----- EXERCISE MATERIALS
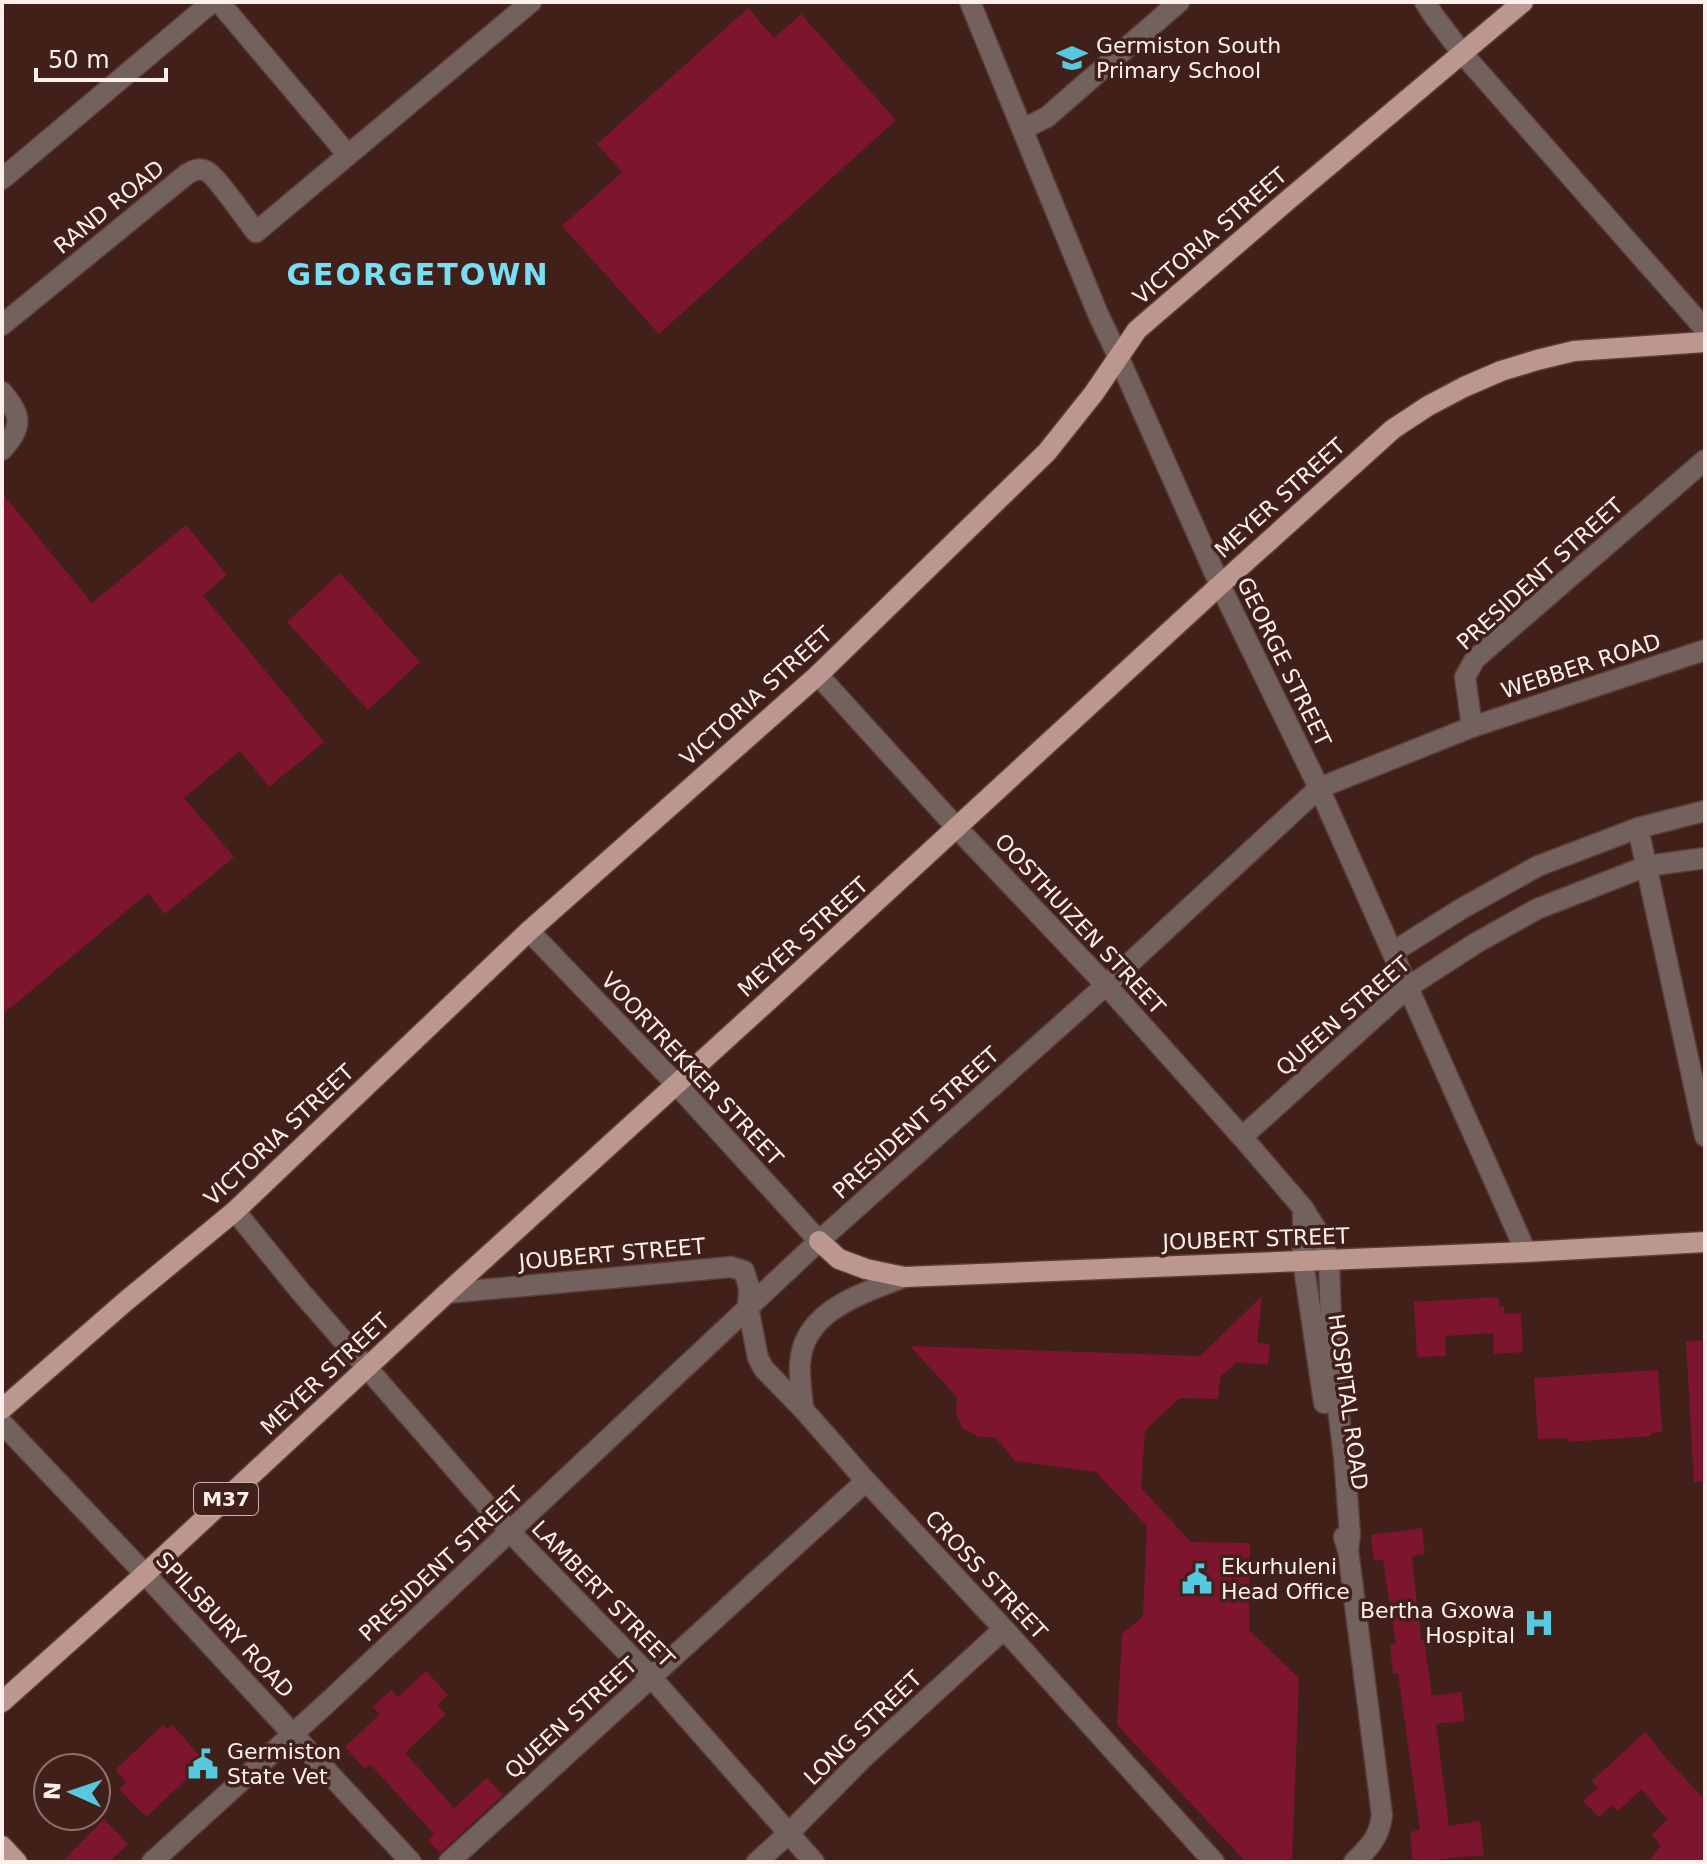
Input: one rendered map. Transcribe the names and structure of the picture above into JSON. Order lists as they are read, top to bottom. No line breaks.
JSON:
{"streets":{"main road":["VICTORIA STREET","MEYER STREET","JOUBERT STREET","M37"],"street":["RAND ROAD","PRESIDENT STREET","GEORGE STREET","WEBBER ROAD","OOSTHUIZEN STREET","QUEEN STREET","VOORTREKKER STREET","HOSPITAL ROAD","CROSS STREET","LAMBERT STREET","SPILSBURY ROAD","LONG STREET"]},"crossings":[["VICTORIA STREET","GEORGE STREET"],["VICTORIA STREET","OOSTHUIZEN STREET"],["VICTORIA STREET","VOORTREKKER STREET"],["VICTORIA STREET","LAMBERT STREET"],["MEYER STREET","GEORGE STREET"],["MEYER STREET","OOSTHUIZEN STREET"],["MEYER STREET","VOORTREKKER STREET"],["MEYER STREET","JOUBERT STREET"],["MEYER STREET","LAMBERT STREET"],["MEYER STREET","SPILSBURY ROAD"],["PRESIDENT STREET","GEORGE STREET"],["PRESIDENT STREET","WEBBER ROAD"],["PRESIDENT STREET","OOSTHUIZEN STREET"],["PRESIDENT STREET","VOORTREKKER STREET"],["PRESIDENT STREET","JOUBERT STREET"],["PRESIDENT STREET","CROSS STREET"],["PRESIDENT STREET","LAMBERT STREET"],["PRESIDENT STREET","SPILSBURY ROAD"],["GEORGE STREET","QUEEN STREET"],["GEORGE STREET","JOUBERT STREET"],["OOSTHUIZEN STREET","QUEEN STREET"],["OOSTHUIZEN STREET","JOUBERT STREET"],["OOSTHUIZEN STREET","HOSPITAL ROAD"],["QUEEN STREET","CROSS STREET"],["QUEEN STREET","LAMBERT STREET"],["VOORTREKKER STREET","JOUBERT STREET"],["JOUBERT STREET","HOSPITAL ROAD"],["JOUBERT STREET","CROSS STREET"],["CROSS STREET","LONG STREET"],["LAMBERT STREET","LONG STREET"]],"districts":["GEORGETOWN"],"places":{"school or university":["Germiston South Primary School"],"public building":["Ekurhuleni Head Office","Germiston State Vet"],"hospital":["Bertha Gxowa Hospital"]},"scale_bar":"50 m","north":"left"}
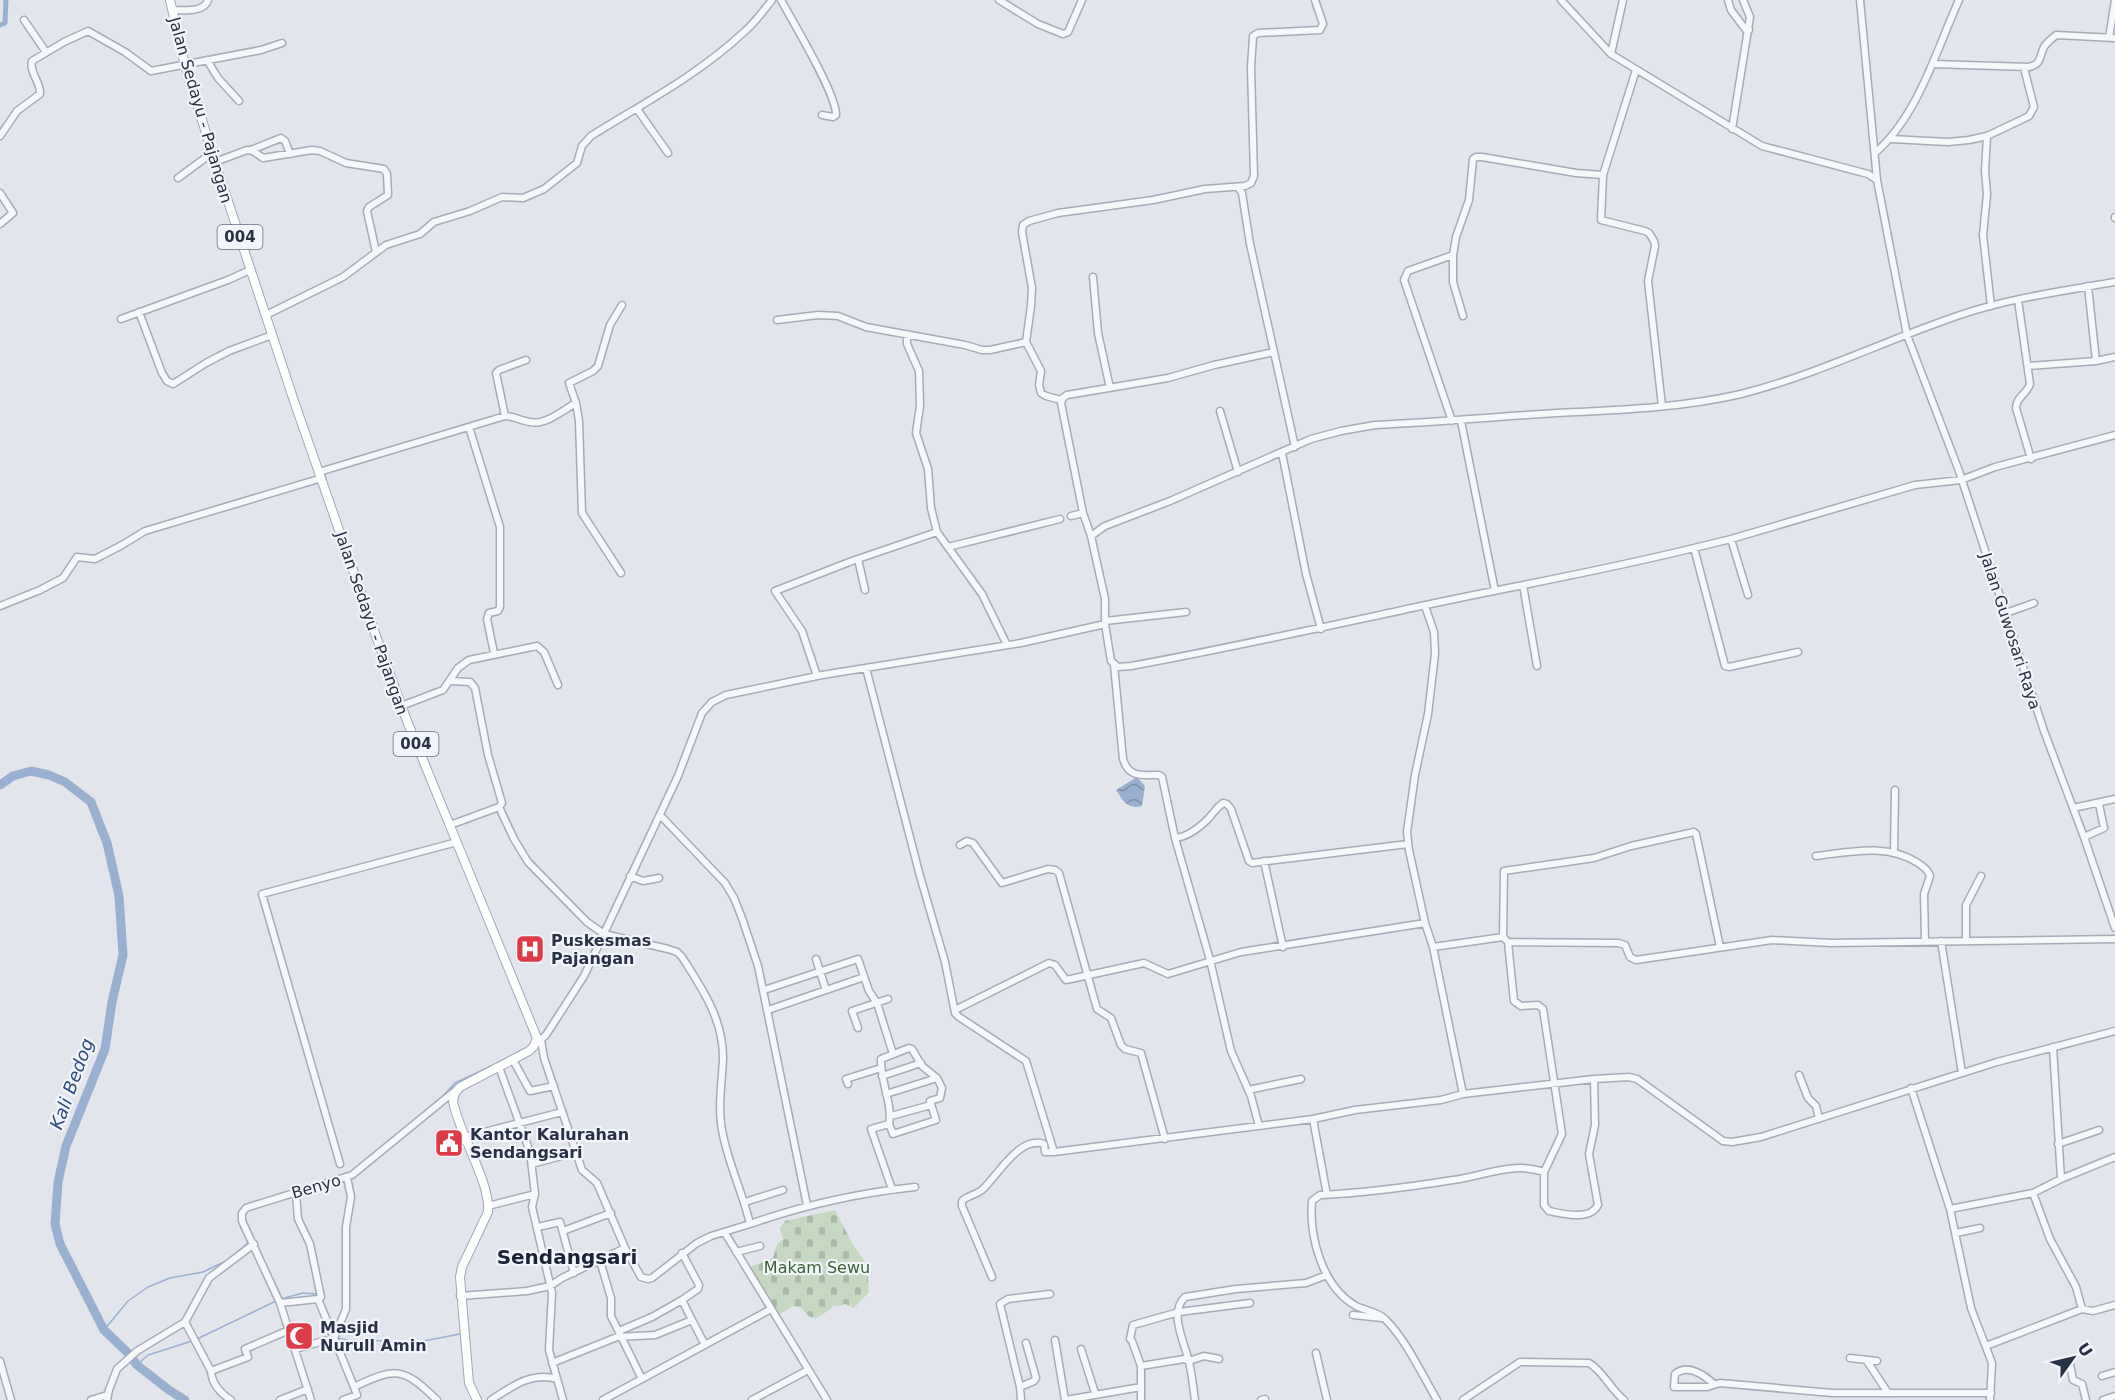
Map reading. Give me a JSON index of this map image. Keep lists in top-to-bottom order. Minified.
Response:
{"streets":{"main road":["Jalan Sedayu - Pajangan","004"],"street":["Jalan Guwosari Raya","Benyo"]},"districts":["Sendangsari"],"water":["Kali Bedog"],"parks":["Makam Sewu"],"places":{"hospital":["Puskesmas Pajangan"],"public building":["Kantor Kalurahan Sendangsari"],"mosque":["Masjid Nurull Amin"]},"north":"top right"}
----------
● **EXERCISE**: Output each line exactly as shown above; no pictures go in the copy.

● **WRITTEN REPLY**:
Input: one rendered map. Transcribe the names and structure of the picture above into JSON. Order lists as they are read, top to bottom. No line breaks.
JSON:
{"streets":{"main road":["VICTORIA STREET","MEYER STREET","JOUBERT STREET","M37"],"street":["RAND ROAD","PRESIDENT STREET","GEORGE STREET","WEBBER ROAD","OOSTHUIZEN STREET","QUEEN STREET","VOORTREKKER STREET","HOSPITAL ROAD","CROSS STREET","LAMBERT STREET","SPILSBURY ROAD","LONG STREET"]},"crossings":[["VICTORIA STREET","GEORGE STREET"],["VICTORIA STREET","OOSTHUIZEN STREET"],["VICTORIA STREET","VOORTREKKER STREET"],["VICTORIA STREET","LAMBERT STREET"],["MEYER STREET","GEORGE STREET"],["MEYER STREET","OOSTHUIZEN STREET"],["MEYER STREET","VOORTREKKER STREET"],["MEYER STREET","JOUBERT STREET"],["MEYER STREET","LAMBERT STREET"],["MEYER STREET","SPILSBURY ROAD"],["PRESIDENT STREET","GEORGE STREET"],["PRESIDENT STREET","WEBBER ROAD"],["PRESIDENT STREET","OOSTHUIZEN STREET"],["PRESIDENT STREET","VOORTREKKER STREET"],["PRESIDENT STREET","JOUBERT STREET"],["PRESIDENT STREET","CROSS STREET"],["PRESIDENT STREET","LAMBERT STREET"],["PRESIDENT STREET","SPILSBURY ROAD"],["GEORGE STREET","QUEEN STREET"],["GEORGE STREET","JOUBERT STREET"],["OOSTHUIZEN STREET","QUEEN STREET"],["OOSTHUIZEN STREET","JOUBERT STREET"],["OOSTHUIZEN STREET","HOSPITAL ROAD"],["QUEEN STREET","CROSS STREET"],["QUEEN STREET","LAMBERT STREET"],["VOORTREKKER STREET","JOUBERT STREET"],["JOUBERT STREET","HOSPITAL ROAD"],["JOUBERT STREET","CROSS STREET"],["CROSS STREET","LONG STREET"],["LAMBERT STREET","LONG STREET"]],"districts":["GEORGETOWN"],"places":{"school or university":["Germiston South Primary School"],"public building":["Ekurhuleni Head Office","Germiston State Vet"],"hospital":["Bertha Gxowa Hospital"]},"scale_bar":"50 m","north":"left"}
Map reading. Give me a JSON index of this map image. Keep lists in top-to-bottom order. Minified.
Response:
{"streets":{"main road":["Jalan Sedayu - Pajangan","004"],"street":["Jalan Guwosari Raya","Benyo"]},"districts":["Sendangsari"],"water":["Kali Bedog"],"parks":["Makam Sewu"],"places":{"hospital":["Puskesmas Pajangan"],"public building":["Kantor Kalurahan Sendangsari"],"mosque":["Masjid Nurull Amin"]},"north":"top right"}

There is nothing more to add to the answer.